The camera has used a proliferation of reds and yellows and the film is so generously dotted with close-ups and big close-ups in most scenes that at times, the cinematographic space begins to lose perspective. Too many big close-ups can be a deterrent to setting and backdrop and this is what ails Jogajog. The bands being brought in to play popular Hindi tunes is in keeping with Sekhar’s time-frame flashed forward to 1981 is brought across when one hears the strains of the title song of Don played by the band.
One may point out that Tagore’s writings do not fall within the scope of accusations levelled by Western feminist writers who have repeatedly stated that the image of woman in patriarchy was not being described by symbols that she would develop herself but by andocentric symbols . Later feminist theorists like Pam Morris “pointed to Millet’s observation about the traditional typologies of female literary heroines in the sense of locking them into very clean-cut types, determined by a male gaze from outside. It was a stereotype, often misogynic depiction of women as virgins or whores, frigid or nymphomaniac, chaste or profligate.” Tagore’s women are never locked into “very clean-cut types, determined by a male gaze from outside.” Tagore’s short stories and dance dramas mostly portrayed women who drew strength from within themselves and not from the men in their lives. Examples are aplenty – Kumudini, Charulata, Bimala, Mrinal, Ratan, Shailabala, Neeraja, etc.

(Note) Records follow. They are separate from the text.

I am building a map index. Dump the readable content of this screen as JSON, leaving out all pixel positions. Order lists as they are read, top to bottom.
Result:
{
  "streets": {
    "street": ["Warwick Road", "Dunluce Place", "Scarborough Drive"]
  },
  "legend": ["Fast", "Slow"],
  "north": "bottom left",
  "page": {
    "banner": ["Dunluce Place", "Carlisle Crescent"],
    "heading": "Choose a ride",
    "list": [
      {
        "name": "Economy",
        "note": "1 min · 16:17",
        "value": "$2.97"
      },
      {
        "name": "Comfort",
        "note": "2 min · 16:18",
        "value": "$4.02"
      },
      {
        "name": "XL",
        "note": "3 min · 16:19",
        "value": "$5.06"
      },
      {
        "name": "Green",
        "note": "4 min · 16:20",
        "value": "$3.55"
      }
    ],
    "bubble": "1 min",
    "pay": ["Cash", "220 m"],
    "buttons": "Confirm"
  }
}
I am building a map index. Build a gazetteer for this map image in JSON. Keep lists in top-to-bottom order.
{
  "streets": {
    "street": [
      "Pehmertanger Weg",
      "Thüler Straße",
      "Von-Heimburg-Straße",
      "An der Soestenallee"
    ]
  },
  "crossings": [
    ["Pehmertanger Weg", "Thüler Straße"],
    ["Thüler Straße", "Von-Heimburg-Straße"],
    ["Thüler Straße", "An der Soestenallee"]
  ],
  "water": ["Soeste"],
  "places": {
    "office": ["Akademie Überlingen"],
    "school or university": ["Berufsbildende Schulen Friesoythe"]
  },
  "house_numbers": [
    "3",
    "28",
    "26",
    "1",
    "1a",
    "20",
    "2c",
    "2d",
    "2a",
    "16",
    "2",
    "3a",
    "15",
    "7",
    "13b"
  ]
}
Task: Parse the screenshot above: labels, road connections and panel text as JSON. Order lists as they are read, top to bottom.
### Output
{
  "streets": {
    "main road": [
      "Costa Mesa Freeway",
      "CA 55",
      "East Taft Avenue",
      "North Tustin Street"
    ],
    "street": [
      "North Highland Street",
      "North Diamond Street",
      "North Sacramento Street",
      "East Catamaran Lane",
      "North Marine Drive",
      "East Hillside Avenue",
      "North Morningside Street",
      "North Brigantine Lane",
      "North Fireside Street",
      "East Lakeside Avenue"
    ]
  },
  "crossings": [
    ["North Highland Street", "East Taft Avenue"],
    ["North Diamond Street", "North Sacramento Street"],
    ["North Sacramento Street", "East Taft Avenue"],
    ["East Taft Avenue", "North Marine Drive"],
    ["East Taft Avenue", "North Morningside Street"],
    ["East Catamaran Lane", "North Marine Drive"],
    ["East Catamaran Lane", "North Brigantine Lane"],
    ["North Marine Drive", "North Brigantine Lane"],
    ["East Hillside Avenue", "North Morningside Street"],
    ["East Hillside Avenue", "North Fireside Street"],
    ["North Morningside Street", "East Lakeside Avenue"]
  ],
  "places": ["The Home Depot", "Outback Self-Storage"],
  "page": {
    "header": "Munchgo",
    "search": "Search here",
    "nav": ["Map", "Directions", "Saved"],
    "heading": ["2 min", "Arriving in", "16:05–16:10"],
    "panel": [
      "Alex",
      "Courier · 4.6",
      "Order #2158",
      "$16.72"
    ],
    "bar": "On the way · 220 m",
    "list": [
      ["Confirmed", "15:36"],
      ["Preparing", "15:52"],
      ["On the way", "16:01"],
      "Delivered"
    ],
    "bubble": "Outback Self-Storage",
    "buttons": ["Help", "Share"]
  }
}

Elaine Showalter noted “female heroines of the classical literary texts were traditionally classified as positive/negative characters according to their attitudes to power, to the gender order. They were mysticised (celestial virgins, devoted wives, self-sacrificing mothers) or demonized (seductive and/or destructive, disobedient “witches”).” These generalizations do not apply to the literary creations of Tagore including his poems and novels. Or, to Sekhar Das’s celluloid interpretation of Jogajog. The juxtapositions of the women are intriguing and ironical. Place Kumudini next to Shyam Sundari and though Kumudini is strong, beautiful, educated and talented, she is no less a victim of patriarchy than the unlettered, widowed and orphaned Shyam Sundari. While Shyam Sundari never even knew about a word called ‘choice’, Kumudini was almost convinced that she had a mind of her own. But in the ultimate analysis, did she? Is motherhood an excuse to save a doomed marriage that never was? Or does Kumudini have a change of heart? Will we ever know?
 Millet, Kate: Sexual Politics, Granada Publishing, 1969, quoted by Knotkova-Capkova, Blanka in Selected Concepts of Woman as “The Other” in Critical Feminist Writings in Breaking the Silence – Reading Virginia Woolf, Ashapurna Devi and Simone de Beauvoir (Eds) Sanjukta Dasgupta and Chinmoy Guha, Dasgupta & Company Pvt. Ltd, Calcutta, 2011, pp.3-27.
 Morris, Pam: Literature and Feminism, New York, Blackwell Publishers, 1993.Quoted from Knotnova-Capkova’s essay above.
 Ibid, p.9 Knotkova’s essay.
 Showalter, Elaine: The Literature of Their Own, London, Virago, 1984, quoted by Knotkova in the above essay, p.9.